WORK REQUEST - Return every line from the listing where the word "note" occurs.

MATERIALS PROVIDED -
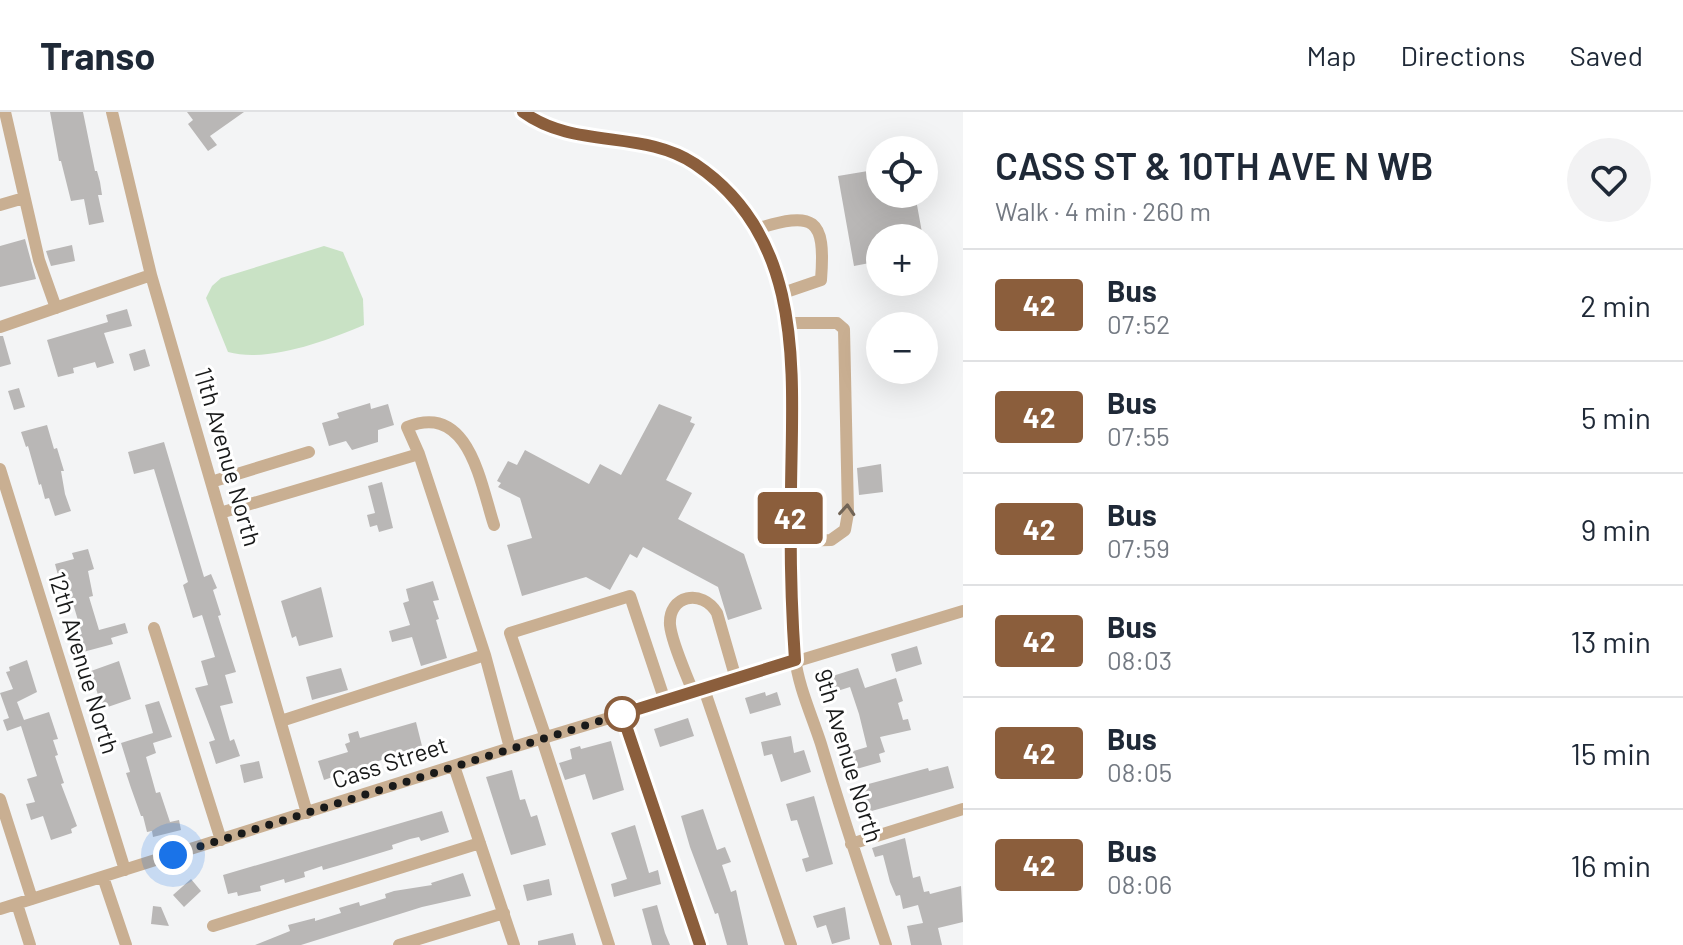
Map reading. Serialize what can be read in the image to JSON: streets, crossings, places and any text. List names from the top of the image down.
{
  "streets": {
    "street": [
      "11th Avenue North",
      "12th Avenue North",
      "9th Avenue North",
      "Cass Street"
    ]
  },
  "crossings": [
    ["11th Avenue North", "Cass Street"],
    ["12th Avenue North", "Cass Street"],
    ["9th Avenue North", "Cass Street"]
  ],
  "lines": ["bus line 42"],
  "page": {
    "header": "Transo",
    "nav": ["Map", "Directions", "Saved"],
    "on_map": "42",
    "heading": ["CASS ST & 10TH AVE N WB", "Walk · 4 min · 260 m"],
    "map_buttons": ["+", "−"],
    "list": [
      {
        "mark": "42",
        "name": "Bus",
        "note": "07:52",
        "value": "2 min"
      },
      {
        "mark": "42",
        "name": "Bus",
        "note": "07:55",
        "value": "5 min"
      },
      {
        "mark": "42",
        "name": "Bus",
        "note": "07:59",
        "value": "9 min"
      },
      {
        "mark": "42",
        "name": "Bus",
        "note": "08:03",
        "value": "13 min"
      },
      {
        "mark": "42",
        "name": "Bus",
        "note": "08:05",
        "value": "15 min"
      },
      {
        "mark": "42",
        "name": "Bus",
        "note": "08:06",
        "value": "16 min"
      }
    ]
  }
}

EXERCISE RESULT -
        "note": "07:52",
        "note": "07:55",
        "note": "07:59",
        "note": "08:03",
        "note": "08:05",
        "note": "08:06",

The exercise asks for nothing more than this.